• Problem details
If a line in the records below holds the word "lists", copy it.

• Provided material
▼

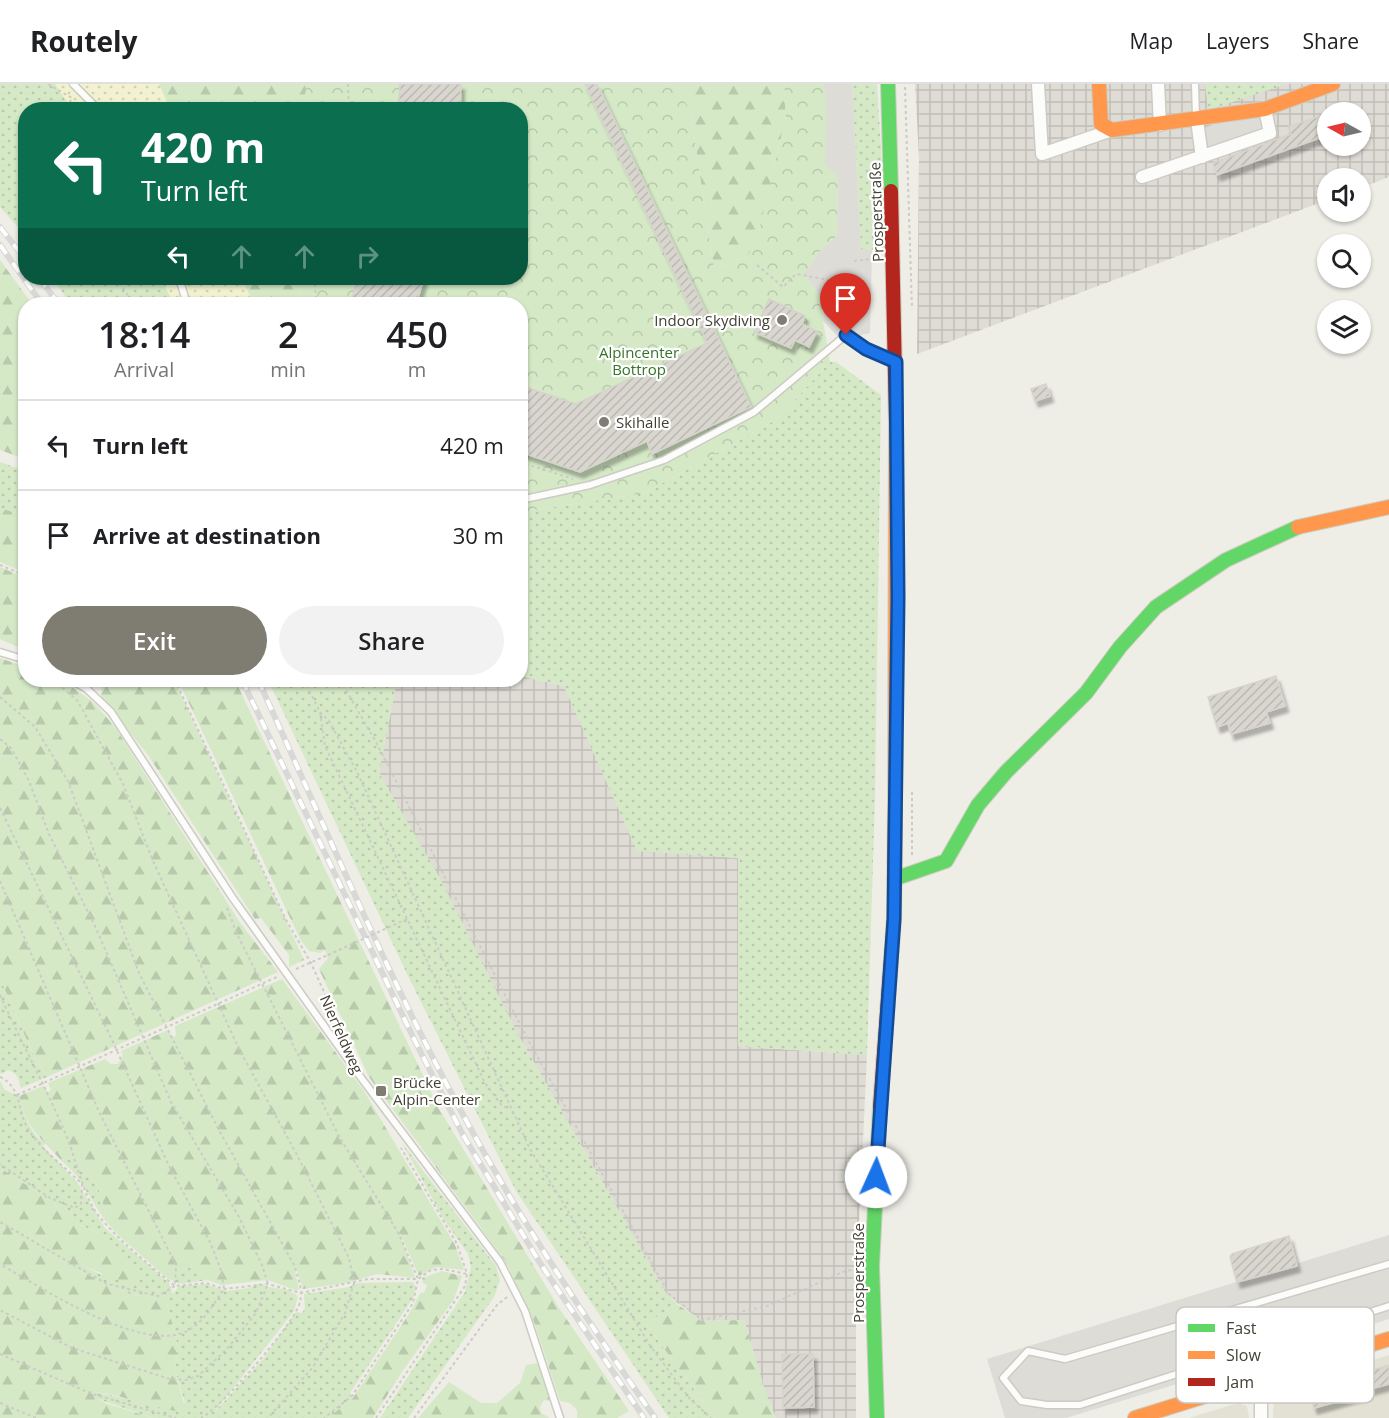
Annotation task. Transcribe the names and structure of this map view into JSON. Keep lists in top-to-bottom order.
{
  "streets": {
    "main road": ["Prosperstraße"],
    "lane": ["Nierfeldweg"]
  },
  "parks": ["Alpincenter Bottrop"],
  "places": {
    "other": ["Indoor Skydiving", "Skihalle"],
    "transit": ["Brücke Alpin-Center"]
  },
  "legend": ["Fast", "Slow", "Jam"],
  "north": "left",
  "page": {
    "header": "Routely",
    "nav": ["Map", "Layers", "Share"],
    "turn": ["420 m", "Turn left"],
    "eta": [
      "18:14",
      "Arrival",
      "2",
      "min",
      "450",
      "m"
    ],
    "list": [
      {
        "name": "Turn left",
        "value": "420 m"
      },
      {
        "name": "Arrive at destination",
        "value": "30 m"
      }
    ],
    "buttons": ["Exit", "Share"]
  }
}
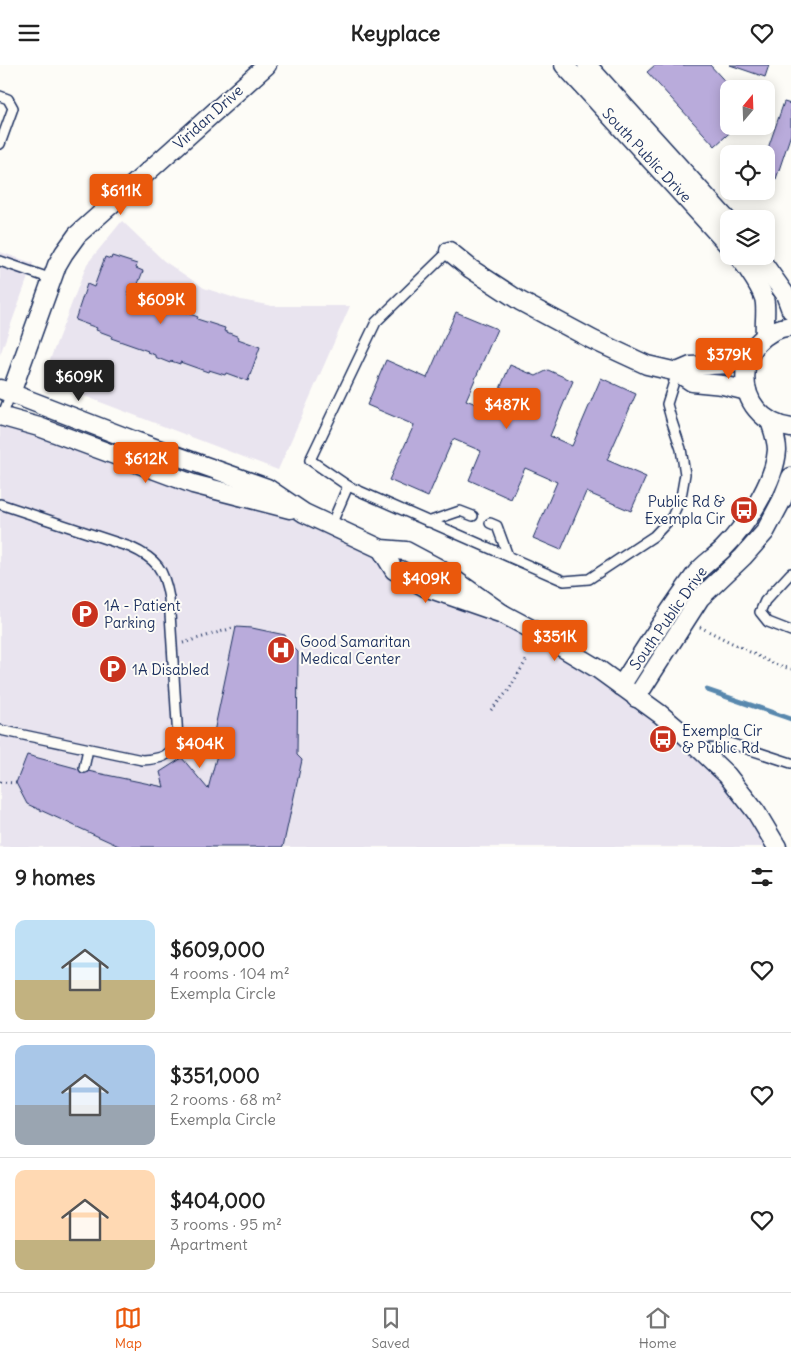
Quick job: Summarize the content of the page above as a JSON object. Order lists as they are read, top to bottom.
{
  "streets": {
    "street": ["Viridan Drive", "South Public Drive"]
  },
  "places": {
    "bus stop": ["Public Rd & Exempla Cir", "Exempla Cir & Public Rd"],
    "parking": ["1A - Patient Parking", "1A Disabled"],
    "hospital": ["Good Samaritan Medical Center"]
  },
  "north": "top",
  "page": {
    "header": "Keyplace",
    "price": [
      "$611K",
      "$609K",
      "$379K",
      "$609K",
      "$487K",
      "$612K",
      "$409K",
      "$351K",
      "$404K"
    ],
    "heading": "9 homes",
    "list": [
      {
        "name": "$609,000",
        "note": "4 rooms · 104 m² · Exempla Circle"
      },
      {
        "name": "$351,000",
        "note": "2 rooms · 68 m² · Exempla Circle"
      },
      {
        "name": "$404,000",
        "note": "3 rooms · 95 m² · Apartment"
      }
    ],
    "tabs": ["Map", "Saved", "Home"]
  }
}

▲

• Output for this task
Annotation task. Transcribe the names and structure of this map view into JSON. Keep lists in top-to-bottom order.
Quick job: Summarize the content of the page above as a JSON object. Order lists as they are read, top to bottom.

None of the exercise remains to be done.